▶ **Task description**
Beneath this instruction is a listing; write out exactly the line that contains "Quick job: Give" and each line after it to the last.

▶ **Raw data**

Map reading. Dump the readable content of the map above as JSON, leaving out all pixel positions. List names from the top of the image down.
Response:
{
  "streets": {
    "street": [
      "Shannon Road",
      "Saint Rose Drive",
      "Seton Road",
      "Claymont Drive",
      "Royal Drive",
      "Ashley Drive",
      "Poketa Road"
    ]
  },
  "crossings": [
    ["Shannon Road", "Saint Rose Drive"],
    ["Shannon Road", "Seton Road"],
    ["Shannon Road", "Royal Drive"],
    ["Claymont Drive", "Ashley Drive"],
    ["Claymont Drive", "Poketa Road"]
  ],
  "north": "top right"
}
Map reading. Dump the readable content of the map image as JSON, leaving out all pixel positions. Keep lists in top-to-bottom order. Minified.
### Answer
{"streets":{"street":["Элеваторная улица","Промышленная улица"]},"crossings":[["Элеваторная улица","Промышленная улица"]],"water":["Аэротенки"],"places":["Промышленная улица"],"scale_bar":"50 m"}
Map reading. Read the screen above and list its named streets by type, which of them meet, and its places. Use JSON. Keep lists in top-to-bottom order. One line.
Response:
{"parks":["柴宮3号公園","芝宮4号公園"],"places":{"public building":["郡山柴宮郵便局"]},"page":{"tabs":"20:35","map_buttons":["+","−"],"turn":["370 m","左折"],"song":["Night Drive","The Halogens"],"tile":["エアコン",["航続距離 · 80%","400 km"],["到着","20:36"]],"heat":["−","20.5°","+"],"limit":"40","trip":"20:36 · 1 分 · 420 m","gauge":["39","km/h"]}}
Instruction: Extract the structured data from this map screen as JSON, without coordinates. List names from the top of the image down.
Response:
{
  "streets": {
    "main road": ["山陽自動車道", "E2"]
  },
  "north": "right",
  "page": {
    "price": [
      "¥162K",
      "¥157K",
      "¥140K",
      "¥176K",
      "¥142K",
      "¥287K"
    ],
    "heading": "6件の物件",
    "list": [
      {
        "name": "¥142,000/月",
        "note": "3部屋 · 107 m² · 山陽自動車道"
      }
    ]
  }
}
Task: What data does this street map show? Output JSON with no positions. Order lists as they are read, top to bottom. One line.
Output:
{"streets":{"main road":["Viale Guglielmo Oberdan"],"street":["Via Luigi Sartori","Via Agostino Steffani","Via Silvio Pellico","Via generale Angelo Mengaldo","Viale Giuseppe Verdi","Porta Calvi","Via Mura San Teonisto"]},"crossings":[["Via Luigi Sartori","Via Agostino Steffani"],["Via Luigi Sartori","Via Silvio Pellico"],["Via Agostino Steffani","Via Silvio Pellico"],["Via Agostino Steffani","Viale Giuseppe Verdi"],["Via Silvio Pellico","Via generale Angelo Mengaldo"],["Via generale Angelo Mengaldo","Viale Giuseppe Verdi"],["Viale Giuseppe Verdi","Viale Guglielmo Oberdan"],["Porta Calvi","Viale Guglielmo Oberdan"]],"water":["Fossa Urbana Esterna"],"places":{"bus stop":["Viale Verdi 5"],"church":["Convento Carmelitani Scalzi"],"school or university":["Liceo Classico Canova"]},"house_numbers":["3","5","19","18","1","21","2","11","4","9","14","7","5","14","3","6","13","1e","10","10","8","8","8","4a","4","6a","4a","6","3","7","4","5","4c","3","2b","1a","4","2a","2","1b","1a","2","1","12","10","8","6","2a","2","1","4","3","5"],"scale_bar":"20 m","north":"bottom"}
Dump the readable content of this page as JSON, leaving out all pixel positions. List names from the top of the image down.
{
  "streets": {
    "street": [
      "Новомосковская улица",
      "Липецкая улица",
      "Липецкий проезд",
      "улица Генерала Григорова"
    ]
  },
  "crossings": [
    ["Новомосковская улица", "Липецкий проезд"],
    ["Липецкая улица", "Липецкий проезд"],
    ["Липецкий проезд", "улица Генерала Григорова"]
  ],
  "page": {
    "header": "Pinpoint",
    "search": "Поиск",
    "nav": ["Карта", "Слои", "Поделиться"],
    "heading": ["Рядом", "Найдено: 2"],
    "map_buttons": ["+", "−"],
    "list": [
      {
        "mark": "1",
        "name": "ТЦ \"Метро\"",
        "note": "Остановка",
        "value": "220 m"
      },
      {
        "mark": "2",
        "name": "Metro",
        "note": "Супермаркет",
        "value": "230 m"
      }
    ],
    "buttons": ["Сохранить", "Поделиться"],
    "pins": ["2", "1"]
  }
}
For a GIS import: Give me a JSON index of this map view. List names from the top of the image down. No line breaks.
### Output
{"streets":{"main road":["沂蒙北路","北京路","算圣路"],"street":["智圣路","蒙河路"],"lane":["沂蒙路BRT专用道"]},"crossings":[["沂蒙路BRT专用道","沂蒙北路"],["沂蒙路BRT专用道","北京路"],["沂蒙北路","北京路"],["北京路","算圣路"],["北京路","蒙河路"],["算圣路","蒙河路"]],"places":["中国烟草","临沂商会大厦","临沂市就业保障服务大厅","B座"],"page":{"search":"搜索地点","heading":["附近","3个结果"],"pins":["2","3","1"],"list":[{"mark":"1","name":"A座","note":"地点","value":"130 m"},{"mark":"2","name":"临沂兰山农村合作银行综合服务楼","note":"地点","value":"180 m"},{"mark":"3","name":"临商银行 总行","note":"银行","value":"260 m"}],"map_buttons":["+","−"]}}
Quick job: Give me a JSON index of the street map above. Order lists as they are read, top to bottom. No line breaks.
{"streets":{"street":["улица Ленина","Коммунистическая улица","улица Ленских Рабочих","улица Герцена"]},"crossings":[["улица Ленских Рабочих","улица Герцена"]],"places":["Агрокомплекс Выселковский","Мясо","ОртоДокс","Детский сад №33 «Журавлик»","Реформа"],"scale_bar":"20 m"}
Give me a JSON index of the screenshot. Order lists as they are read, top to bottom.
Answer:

▶ **Solution to the problem**
Quick job: Give me a JSON index of the street map above. Order lists as they are read, top to bottom. No line breaks.
{"streets":{"street":["улица Ленина","Коммунистическая улица","улица Ленских Рабочих","улица Герцена"]},"crossings":[["улица Ленских Рабочих","улица Герцена"]],"places":["Агрокомплекс Выселковский","Мясо","ОртоДокс","Детский сад №33 «Журавлик»","Реформа"],"scale_bar":"20 m"}
Give me a JSON index of the screenshot. Order lists as they are read, top to bottom.
Answer:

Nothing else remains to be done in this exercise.